Records contained in a dataset:
════════
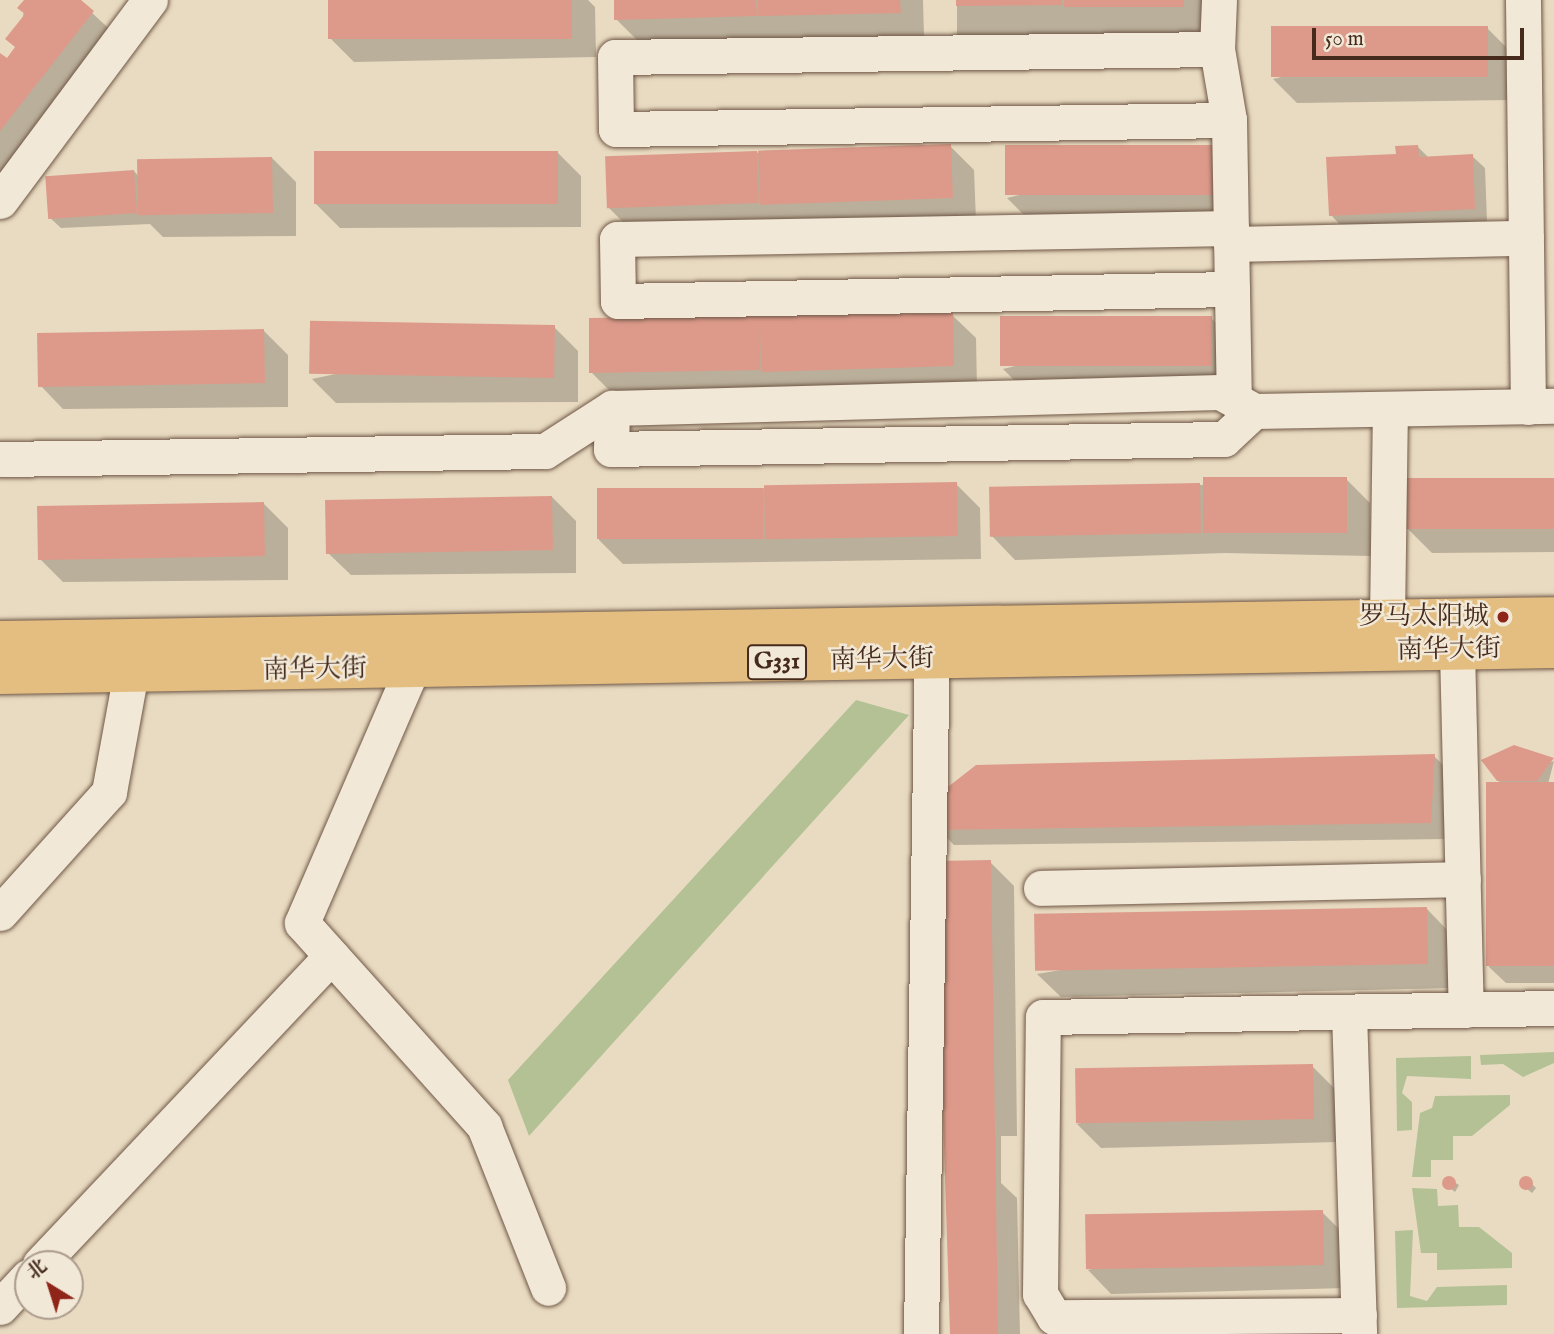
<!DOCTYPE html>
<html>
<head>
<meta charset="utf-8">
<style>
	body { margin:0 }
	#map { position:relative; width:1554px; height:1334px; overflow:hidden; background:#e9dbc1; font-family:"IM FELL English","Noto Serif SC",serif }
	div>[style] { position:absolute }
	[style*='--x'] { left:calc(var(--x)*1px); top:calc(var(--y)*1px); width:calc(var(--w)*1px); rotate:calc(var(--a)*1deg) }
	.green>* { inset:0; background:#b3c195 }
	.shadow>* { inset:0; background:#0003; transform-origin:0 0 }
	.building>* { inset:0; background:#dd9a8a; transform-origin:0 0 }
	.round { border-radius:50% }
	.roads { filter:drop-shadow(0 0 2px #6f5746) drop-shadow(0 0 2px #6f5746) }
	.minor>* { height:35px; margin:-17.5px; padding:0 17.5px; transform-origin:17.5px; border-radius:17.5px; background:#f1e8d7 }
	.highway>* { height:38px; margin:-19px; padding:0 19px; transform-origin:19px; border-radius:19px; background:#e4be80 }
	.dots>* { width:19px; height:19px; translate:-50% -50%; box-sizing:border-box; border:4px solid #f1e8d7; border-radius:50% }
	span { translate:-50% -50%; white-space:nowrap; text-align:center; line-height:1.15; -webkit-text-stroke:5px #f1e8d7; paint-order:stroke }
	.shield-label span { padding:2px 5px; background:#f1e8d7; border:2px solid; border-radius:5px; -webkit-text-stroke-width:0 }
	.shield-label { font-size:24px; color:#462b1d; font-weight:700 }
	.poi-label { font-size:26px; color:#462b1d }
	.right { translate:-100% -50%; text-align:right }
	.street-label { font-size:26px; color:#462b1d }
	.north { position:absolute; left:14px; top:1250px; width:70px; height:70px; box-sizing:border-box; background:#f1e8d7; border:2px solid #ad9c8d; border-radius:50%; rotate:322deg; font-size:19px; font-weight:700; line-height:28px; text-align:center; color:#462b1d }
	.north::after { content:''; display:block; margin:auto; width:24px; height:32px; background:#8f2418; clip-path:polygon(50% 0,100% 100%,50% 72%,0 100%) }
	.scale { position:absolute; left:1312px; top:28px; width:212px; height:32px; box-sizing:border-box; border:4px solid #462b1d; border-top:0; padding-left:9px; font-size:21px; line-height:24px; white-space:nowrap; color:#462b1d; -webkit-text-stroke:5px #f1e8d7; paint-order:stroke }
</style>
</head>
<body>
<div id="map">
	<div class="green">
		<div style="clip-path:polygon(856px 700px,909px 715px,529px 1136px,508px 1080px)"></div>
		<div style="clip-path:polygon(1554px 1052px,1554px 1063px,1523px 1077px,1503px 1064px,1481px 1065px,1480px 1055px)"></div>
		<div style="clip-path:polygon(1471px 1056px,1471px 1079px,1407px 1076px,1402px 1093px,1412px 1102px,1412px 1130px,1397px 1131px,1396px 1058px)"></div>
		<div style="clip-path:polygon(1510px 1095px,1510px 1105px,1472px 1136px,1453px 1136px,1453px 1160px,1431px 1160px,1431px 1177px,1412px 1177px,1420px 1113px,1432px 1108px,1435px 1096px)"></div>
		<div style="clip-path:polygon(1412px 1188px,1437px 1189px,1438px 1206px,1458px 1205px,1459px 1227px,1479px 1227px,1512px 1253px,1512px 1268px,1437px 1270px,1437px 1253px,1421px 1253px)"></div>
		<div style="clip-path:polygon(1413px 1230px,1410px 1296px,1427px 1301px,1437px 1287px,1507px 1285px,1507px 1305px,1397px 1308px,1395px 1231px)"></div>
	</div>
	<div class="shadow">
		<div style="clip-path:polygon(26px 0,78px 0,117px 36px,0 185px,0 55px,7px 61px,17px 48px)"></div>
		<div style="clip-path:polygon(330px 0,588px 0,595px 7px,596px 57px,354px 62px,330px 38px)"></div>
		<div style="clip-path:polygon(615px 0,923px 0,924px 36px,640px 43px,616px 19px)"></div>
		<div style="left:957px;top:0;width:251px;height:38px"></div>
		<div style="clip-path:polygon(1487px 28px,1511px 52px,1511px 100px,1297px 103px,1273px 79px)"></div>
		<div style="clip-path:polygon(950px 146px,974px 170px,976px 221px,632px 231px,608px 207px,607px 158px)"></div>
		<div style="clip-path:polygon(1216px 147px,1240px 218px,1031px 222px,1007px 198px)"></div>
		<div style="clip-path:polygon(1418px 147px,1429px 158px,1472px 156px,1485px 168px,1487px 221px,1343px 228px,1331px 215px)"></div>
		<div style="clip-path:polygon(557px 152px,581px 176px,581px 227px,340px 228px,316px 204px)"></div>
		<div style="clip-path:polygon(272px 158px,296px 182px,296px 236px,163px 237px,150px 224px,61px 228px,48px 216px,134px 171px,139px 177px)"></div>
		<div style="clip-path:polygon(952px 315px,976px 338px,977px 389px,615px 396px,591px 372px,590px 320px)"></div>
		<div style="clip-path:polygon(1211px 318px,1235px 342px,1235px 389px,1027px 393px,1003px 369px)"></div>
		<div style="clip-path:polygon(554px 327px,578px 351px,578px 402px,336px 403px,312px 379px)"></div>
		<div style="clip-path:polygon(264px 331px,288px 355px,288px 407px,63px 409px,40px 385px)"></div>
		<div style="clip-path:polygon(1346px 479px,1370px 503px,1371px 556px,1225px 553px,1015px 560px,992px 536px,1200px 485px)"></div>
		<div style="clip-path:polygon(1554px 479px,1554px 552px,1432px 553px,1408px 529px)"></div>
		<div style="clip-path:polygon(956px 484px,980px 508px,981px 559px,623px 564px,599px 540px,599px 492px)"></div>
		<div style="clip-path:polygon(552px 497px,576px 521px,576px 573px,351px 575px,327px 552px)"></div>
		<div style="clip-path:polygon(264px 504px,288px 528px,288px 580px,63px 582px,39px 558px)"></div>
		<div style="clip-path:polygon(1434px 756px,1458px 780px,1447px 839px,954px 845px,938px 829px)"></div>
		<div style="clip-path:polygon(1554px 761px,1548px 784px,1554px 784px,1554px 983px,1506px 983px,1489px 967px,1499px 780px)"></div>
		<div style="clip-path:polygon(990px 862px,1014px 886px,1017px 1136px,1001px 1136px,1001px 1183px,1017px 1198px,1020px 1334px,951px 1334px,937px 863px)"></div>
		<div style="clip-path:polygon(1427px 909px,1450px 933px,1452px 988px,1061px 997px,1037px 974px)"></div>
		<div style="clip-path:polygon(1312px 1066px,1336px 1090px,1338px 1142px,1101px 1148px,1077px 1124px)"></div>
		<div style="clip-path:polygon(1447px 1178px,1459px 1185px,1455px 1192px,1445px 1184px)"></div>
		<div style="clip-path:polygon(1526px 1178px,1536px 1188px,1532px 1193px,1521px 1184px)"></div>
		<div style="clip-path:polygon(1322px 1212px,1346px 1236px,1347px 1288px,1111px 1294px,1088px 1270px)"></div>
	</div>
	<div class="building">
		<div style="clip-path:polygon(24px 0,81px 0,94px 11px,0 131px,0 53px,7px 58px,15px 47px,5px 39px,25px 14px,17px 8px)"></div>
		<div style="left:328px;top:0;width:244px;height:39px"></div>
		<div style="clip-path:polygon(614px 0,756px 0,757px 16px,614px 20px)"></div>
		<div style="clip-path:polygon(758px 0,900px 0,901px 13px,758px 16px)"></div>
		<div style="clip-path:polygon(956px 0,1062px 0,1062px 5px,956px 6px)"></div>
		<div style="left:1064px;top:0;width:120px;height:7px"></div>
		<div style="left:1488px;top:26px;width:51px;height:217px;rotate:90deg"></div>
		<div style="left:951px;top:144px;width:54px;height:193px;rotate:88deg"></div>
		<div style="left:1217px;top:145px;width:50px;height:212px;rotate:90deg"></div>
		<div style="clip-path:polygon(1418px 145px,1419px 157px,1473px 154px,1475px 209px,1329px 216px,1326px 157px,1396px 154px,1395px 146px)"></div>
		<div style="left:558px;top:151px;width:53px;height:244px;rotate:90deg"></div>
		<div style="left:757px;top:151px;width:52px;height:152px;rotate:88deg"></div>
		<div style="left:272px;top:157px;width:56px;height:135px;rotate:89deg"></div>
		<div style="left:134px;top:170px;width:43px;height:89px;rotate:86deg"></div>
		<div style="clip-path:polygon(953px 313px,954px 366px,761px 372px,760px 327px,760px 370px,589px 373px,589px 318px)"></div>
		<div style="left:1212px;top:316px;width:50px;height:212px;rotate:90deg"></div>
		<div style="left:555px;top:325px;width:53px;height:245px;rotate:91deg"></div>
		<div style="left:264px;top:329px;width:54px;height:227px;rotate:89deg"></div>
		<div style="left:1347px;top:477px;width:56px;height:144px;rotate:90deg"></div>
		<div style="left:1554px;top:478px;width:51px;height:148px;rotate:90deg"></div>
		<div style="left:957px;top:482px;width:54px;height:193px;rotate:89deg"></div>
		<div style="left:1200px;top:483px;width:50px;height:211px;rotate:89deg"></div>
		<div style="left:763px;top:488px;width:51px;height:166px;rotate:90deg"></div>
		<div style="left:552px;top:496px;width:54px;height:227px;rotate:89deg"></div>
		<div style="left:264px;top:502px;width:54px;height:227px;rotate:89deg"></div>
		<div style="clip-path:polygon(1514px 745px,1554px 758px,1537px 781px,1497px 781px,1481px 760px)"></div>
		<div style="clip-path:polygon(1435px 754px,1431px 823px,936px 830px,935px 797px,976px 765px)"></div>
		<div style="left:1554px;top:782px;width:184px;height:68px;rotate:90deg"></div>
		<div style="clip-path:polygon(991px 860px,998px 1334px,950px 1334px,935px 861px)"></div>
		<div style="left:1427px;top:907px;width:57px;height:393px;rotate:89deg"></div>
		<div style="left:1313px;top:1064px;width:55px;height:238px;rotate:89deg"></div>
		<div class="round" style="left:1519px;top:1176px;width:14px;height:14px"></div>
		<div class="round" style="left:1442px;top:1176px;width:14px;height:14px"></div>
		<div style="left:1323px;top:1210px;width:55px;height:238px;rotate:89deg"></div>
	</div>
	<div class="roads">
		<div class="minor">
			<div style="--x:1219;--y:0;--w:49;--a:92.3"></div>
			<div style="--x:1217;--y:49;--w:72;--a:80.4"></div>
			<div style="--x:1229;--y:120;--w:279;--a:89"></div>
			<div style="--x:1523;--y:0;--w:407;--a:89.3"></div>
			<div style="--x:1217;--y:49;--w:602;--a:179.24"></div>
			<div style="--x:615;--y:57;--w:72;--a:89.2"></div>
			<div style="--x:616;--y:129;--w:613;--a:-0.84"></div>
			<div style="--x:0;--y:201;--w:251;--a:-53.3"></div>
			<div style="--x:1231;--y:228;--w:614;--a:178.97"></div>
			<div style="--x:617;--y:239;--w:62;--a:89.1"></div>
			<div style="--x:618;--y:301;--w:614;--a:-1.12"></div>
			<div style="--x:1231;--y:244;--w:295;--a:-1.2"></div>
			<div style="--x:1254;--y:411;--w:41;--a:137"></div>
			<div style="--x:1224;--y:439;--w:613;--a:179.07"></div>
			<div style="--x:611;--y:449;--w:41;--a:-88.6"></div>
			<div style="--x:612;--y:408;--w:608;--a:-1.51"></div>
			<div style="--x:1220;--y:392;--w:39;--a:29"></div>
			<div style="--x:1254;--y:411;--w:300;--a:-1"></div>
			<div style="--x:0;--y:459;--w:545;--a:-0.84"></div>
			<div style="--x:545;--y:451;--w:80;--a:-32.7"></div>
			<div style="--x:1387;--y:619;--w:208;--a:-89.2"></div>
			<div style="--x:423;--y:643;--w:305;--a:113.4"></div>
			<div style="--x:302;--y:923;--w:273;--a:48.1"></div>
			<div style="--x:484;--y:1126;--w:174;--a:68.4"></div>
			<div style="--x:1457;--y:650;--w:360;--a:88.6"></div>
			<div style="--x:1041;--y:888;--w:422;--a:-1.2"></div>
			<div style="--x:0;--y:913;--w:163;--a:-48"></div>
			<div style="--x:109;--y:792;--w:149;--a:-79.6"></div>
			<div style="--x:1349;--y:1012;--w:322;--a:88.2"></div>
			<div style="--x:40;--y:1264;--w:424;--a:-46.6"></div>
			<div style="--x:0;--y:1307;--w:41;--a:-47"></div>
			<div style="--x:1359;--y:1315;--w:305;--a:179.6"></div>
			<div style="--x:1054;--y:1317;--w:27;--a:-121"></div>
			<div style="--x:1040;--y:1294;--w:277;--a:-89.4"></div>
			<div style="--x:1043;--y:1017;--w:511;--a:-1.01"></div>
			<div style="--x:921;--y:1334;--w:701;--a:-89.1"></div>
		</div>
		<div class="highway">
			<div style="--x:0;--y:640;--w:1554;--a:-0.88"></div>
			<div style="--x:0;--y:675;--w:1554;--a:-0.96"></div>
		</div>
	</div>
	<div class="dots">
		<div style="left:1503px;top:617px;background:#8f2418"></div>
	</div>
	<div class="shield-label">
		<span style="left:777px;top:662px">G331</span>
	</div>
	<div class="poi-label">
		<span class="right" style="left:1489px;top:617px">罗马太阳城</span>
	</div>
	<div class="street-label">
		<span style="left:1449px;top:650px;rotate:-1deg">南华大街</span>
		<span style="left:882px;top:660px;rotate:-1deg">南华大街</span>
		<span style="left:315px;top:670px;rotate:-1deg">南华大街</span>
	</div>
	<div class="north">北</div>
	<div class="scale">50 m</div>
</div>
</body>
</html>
════════
## Your assignment
Begin at the first line of the records. Print every line through the one containing "position:absolute; left:14px; top:1250px;" exactly, but skip the pictures.

## Result for this task
<!DOCTYPE html>
<html>
<head>
<meta charset="utf-8">
<style>
	body { margin:0 }
	#map { position:relative; width:1554px; height:1334px; overflow:hidden; background:#e9dbc1; font-family:"IM FELL English","Noto Serif SC",serif }
	div>[style] { position:absolute }
	[style*='--x'] { left:calc(var(--x)*1px); top:calc(var(--y)*1px); width:calc(var(--w)*1px); rotate:calc(var(--a)*1deg) }
	.green>* { inset:0; background:#b3c195 }
	.shadow>* { inset:0; background:#0003; transform-origin:0 0 }
	.building>* { inset:0; background:#dd9a8a; transform-origin:0 0 }
	.round { border-radius:50% }
	.roads { filter:drop-shadow(0 0 2px #6f5746) drop-shadow(0 0 2px #6f5746) }
	.minor>* { height:35px; margin:-17.5px; padding:0 17.5px; transform-origin:17.5px; border-radius:17.5px; background:#f1e8d7 }
	.highway>* { height:38px; margin:-19px; padding:0 19px; transform-origin:19px; border-radius:19px; background:#e4be80 }
	.dots>* { width:19px; height:19px; translate:-50% -50%; box-sizing:border-box; border:4px solid #f1e8d7; border-radius:50% }
	span { translate:-50% -50%; white-space:nowrap; text-align:center; line-height:1.15; -webkit-text-stroke:5px #f1e8d7; paint-order:stroke }
	.shield-label span { padding:2px 5px; background:#f1e8d7; border:2px solid; border-radius:5px; -webkit-text-stroke-width:0 }
	.shield-label { font-size:24px; color:#462b1d; font-weight:700 }
	.poi-label { font-size:26px; color:#462b1d }
	.right { translate:-100% -50%; text-align:right }
	.street-label { font-size:26px; color:#462b1d }
	.north { position:absolute; left:14px; top:1250px; width:70px; height:70px; box-sizing:border-box; background:#f1e8d7; border:2px solid #ad9c8d; border-radius:50%; rotate:322deg; font-size:19px; font-weight:700; line-height:28px; text-align:center; color:#462b1d }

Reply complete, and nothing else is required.